━━ AVAILABLE DATA ━━
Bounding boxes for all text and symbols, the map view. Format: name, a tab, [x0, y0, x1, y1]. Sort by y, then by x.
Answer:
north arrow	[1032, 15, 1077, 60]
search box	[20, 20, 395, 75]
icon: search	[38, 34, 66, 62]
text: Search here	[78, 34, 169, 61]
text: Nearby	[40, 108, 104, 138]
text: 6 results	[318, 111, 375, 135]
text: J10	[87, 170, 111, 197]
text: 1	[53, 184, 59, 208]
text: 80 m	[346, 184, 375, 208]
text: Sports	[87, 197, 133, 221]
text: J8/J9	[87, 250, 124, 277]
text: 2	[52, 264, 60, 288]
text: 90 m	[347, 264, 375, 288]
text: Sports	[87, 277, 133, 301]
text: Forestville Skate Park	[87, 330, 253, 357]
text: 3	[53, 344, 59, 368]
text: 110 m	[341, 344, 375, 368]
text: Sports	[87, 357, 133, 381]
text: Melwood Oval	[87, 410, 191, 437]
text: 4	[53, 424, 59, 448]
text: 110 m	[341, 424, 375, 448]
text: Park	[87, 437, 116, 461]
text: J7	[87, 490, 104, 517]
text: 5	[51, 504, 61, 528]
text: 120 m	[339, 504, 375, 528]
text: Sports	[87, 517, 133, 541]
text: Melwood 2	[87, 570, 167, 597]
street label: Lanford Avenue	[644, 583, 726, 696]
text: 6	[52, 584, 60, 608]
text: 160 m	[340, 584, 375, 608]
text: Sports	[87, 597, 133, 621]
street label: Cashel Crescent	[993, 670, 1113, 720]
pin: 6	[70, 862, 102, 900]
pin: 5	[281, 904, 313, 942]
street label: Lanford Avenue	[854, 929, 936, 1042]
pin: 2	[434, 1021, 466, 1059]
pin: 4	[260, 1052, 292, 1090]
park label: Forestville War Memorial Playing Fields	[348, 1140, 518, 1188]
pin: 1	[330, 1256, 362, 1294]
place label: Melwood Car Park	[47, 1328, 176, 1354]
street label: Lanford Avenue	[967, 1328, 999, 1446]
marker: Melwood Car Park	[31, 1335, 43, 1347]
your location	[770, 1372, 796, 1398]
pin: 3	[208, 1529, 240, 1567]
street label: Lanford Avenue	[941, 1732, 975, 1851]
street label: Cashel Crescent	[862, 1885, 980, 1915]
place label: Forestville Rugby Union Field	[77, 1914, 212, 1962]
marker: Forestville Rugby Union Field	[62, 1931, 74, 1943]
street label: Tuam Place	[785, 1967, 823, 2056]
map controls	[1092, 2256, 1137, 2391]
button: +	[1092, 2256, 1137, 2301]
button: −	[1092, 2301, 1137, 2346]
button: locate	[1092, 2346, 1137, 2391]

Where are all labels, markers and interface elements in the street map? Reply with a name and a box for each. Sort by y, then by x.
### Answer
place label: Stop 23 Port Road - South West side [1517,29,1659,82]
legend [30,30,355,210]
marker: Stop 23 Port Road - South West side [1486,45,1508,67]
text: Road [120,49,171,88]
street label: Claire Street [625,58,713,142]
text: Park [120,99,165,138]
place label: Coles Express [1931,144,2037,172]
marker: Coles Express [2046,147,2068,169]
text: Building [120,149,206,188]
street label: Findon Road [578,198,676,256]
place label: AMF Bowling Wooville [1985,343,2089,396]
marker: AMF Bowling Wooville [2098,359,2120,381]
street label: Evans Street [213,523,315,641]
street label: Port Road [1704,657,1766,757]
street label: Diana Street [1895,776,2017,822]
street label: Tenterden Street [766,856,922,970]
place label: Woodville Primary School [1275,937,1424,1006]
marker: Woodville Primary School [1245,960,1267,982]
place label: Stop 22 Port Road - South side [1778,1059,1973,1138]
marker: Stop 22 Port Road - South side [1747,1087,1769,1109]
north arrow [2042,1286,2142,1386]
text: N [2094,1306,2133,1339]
━━━
§ ACTION ITEM: Return, from the entries, each line that holds "button".

§ SOLVED EXERCISE:
button: +	[1092, 2256, 1137, 2301]
button: −	[1092, 2301, 1137, 2346]
button: locate	[1092, 2346, 1137, 2391]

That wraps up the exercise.